Chapter 28 Nadia

NADIA

Ithink I must be going crazy.

How else do I explain it - the constant awareness of being watched, the scent of him where he shouldn’t be?

Lucian.

It’s everywhere. In the antiseptic corridors of the hospital.

In the corners of my apartment where dust gathers and silence hums. Sometimes it’s just the trace of his cologne, faint and fading.

Sometimes it’s the weight of eyes I can’t see.

And sometimes… sometimes it feels like he’s standing just behind me, close enough that if I turned, I could breathe him in.

But he’s gone.

It’s been a year since the fire. A year since I had to learn how to live without him all over again. Losing him once was agony. Losing him again - that was fate’s cruel way of driving another dagger through my heart.

The DNA report confirmed his death, leaving no room for speculation.

Lucian Cross. Deceased.

They told me there was nothing left to bury. Just fragments. Enough to test, enough to destroy me. I begged for something - anything - to hold on to. But the warden said no.

“Men like him don’t get marked graves,” he told me, voice flat. “Too many people looking to dig up those demons and desecrate their final resting place.”

So they put him in the ground with the others, nameless, faceless, erased.

And I was expected to move on. To keep breathing. To keep stitching strangers back together while my own heart disintegrated into pieces.

The trauma bay doors hiss open, cold air spilling out like smoke. Another night. Another body. I shove my sleeves up, let the noise of the ER swallow me whole.

“Lacerations to the jaw, possible orbital fracture,” a nurse says, pushing a gurney toward me.

The man’s face is a mass of blood and bone. His pulse races under the skin, desperate to survive.

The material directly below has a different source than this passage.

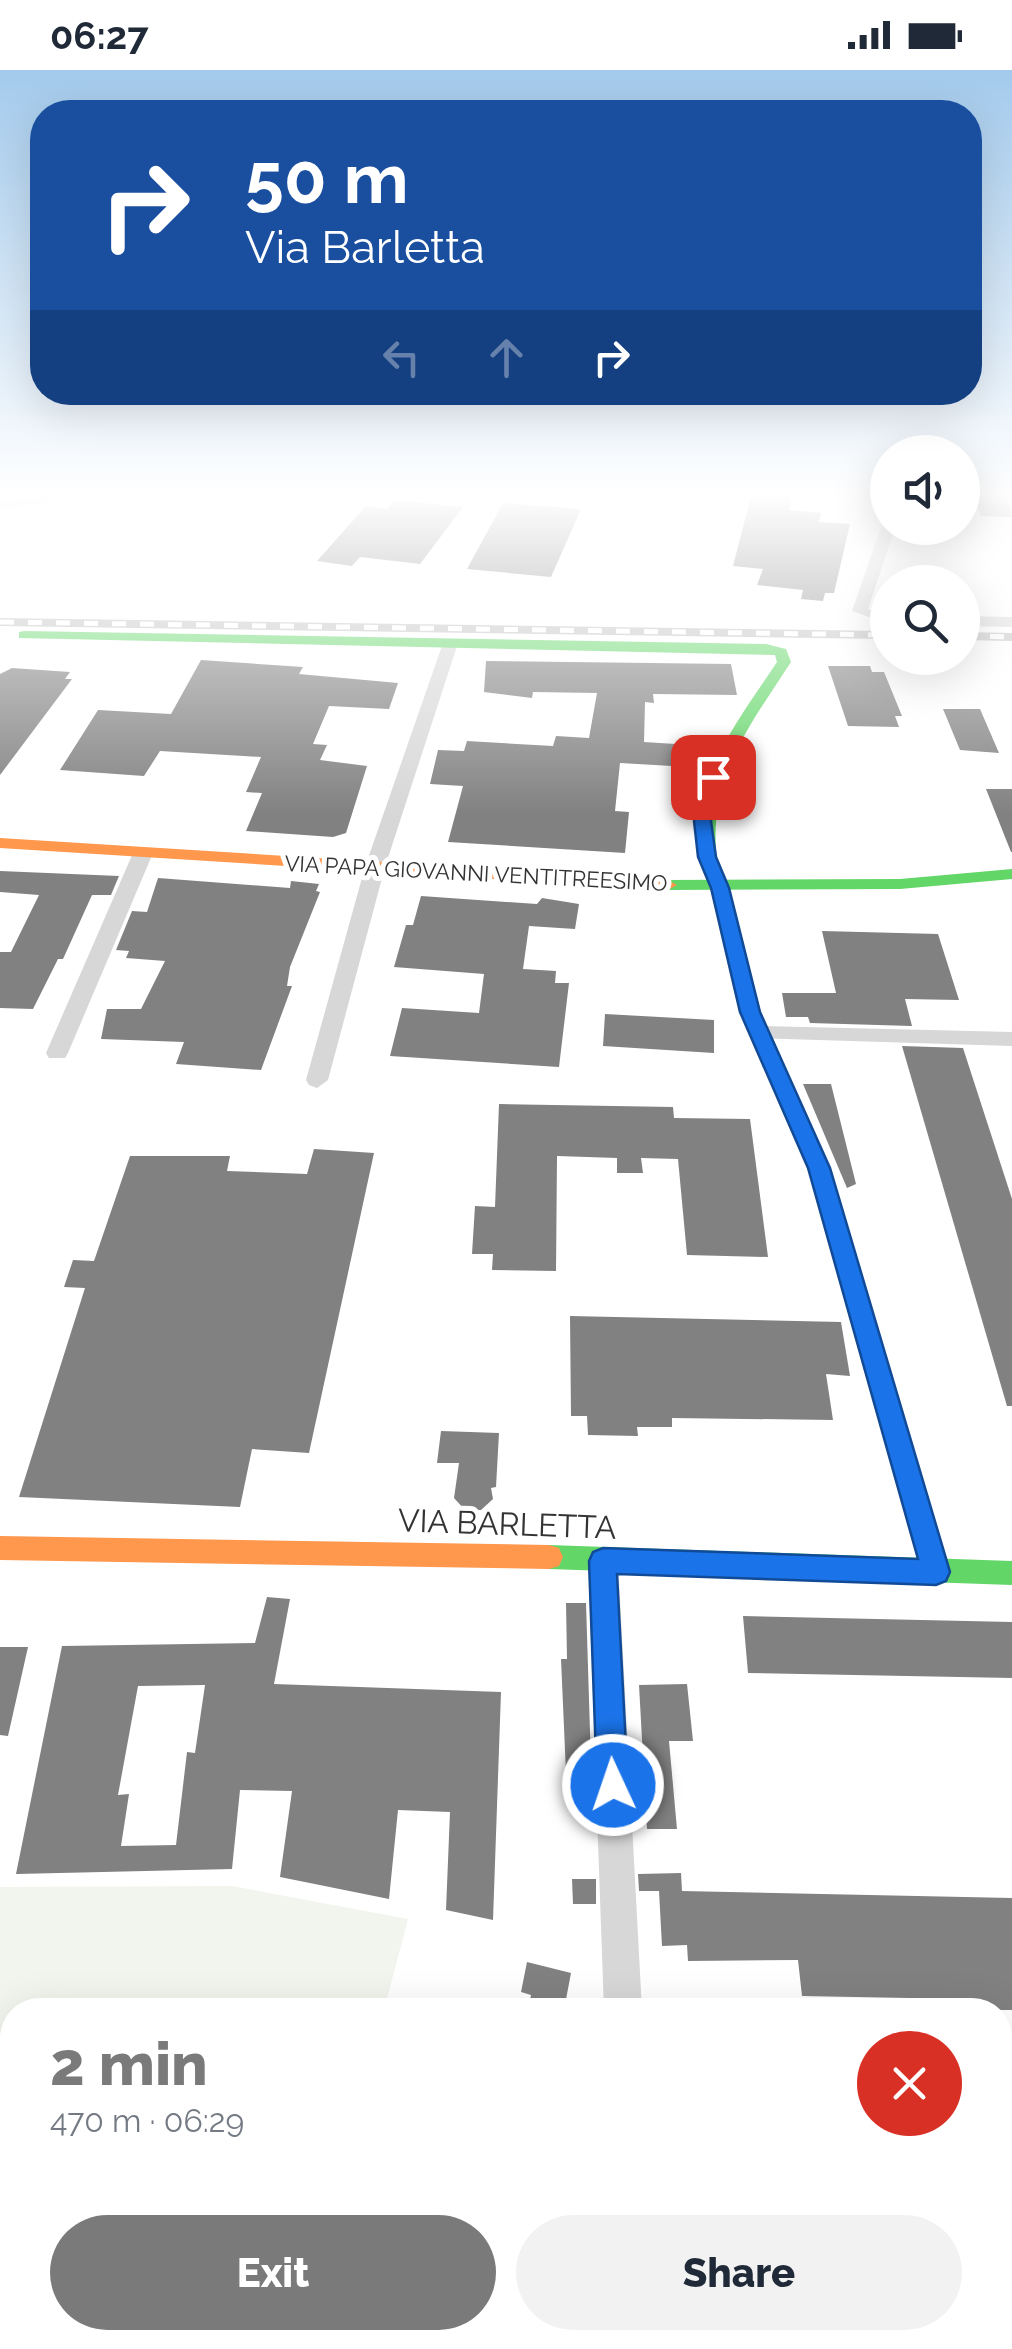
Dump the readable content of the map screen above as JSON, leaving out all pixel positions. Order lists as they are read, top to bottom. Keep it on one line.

I don’t miss the flicker in her eyes when she looks at him - that small, involuntary wince she tries to swallow. His face is a ruin. Swollen, split, mottled with bruises that bloom in every shade of pain. Bone pushes against skin where it shouldn’t, one eye already sealing shut.

“What happened?”

“Car accident.”

The patient is losing so much blood, I wonder if he’s going to bleed out before I get a chance to lay my scalpel against his skin.

“We need to patch him up quickly,” I say quietly, eyes still on the wreckage of him. “But he’s going to need more than just stitches. Reconstructive work. Months of it.”

The words hang heavy in the room, too clinical to mask what we both see - one half of his face will need to be rebuilt from scratch.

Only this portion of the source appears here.